Drawbacks of successful secession

It bears mentioning that among the arguments for Scotland staying in the UK was the uncertainty of it being able to remain in the EU. The logical question arises in the relationship with independence: is the existence of the EU an obstacle for independence movements within EU member states? To analyse possible challenges facing breakaway regions, one must consider the legal and political barriers.
One of the major obstacles for subnational entities attempting to achieve independence and join the EU as a separate state is the silence of EU treaties on this issue. The EU treaties indeed provide procedures to join or even leave the union, but do not identify steps for how “breakaway” regions can remain in the EU after secession.

Article 49 of the treaty of the European Union clearly states that any European country sharing the core European values envisaged by Article 2 can apply for membership. While under international and EU law regions would lose their EU status after secession and have to re-apply for union membership, proponents of independence seek to challenge this idea. They claim that if the secession is a result of democratic processes, the newly established state has a right to apply for EU membership.

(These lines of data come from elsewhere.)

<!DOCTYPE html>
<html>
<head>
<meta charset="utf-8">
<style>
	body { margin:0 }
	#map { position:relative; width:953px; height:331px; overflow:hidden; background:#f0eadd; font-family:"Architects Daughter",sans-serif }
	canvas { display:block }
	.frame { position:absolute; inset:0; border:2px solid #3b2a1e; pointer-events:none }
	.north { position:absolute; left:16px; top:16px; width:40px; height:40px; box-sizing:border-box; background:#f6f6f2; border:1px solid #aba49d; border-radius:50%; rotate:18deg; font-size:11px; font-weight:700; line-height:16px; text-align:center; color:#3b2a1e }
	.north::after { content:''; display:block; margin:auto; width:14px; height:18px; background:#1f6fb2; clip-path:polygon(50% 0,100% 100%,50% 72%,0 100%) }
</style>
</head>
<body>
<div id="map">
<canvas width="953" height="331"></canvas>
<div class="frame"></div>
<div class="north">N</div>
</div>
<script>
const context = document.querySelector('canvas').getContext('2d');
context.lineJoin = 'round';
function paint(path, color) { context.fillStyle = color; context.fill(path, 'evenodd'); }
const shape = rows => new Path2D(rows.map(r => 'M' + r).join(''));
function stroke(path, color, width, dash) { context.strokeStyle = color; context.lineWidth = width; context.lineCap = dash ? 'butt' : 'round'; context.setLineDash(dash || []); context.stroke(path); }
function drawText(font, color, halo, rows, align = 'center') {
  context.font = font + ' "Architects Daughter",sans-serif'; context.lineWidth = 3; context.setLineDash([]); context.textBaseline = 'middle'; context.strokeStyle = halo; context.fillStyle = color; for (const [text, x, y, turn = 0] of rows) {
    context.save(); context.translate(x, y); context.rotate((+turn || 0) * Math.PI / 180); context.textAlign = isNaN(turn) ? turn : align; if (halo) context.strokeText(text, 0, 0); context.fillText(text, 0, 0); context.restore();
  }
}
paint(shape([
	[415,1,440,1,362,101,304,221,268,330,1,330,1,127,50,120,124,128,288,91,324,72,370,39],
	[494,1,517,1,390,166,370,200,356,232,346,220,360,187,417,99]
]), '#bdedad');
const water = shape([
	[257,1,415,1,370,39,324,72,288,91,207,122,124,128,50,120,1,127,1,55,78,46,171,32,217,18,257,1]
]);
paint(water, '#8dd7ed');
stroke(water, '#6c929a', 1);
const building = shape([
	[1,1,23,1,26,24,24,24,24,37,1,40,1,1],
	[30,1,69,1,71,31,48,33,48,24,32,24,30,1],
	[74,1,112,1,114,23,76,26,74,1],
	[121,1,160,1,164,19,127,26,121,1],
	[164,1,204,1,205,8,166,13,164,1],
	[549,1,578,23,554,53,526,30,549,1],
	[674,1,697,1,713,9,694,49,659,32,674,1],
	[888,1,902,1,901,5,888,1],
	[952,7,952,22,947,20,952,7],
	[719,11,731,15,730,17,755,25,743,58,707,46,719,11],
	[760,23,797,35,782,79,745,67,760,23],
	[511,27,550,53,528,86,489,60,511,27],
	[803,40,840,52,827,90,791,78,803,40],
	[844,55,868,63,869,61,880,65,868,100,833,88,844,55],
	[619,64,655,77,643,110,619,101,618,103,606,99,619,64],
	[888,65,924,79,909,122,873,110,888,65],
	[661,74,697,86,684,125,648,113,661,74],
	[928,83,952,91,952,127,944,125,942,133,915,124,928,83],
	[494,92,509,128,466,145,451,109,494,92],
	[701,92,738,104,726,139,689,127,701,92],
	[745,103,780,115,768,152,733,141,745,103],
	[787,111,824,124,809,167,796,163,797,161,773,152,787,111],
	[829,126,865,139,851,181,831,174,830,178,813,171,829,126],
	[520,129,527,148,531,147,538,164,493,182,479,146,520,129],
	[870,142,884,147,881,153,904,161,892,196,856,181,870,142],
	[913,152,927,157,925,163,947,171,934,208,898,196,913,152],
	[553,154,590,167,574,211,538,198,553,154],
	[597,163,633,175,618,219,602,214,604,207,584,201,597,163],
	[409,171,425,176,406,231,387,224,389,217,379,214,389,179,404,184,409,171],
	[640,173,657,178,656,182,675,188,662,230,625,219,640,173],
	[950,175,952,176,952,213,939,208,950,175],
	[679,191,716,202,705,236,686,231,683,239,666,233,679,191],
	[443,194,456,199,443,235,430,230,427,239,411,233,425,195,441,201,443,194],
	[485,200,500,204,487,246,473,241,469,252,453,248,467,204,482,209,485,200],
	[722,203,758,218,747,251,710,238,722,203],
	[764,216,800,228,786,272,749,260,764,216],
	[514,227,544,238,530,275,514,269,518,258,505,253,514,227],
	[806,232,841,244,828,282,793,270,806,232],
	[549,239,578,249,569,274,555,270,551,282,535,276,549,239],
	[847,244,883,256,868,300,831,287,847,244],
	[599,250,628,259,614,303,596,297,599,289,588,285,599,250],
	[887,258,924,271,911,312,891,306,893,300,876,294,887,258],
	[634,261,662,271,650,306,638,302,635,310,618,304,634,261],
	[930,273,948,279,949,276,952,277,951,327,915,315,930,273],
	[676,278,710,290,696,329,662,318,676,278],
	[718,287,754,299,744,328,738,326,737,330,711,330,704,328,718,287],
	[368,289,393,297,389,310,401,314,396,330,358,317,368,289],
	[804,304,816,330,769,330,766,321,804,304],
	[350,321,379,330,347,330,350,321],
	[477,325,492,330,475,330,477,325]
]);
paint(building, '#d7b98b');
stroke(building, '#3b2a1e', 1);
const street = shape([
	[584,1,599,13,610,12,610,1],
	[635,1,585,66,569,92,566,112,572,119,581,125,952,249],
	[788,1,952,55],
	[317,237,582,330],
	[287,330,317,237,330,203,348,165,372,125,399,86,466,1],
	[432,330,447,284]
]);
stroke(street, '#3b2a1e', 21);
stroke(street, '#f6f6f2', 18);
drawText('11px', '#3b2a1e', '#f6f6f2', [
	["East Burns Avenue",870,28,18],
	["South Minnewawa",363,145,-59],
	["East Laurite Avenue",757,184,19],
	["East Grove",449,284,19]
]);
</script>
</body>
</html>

Another argument by proponents is that, from a pragmatic point of view, existing EU member states should be willing to keep a new state inside the Union if it previously was part of the EU. However, by that same logic, member states should also be willing to prevent internal erosion of the union’s territorial integrity.

Furthermore, since one of the key elements of the EU is enlargement, advocates of independence believe that it would enlarge if separatist regions leave EU and re-apply for membership. However, this actually means the EU would fragment. As the union evokes goal of establishing “an ever-closer union among the peoples of Europe”, fragmentation is at odds with this principle.

From a procedural standpoint, the possibility for a region to rejoin the EU without achieving an agreement with the existing members would conflict with the CJEU’s pronouncement that an accession treaty must be reached between the existing states and the newly joining state.

Notably, proponents of secession argue that instead of using traditional enlargement procedures, Article 48 can be used. A solution offered by Article 48 is the possibility to amend the EU treaties. The treaties could then be translated in a way that allows for a separatist region’s post-independence membership. But in order to launch accession procedures with the EU on its own behalf, the separatist region should be internationally recognised as an independent state at the outset. Therefore, it is problematic whether all member states, and especially those having separatist movements would be willing to do so. This gives significant power to the member states struggling with separatism to derail independence movements within their territory.

As for the political and economic difficulties, it should be addressed that the denial of EU membership would entail the newly-independent state losing EU benefits, which might create long-term economic challenges. Losing access to the euro currency, membership in the European Economic Area, and the benefits of open borders are serious concerns. As Connor Pfeiffer argues, “the prospect of these difficulties was a potent weapon deployed by the no-vote coalition in Scotland.”

Independence movements threaten the solidity of the EU, which has already been undermined in recent years by the economic crisis, fiscal problems in Greece, and the high possibility that Britain might leave the EU. There are serious concerns that Catalonia’s very public movement towards independence could fan the separatist flames in regions of Italy, Belgium, Germany, and Scotland. Even if Catalonia and Scotland break free, either would be unlikely to gain membership in the European Union or be recognised internationally. Furthermore, their independence could lead to the further fragmentation of the EU through a domino effect.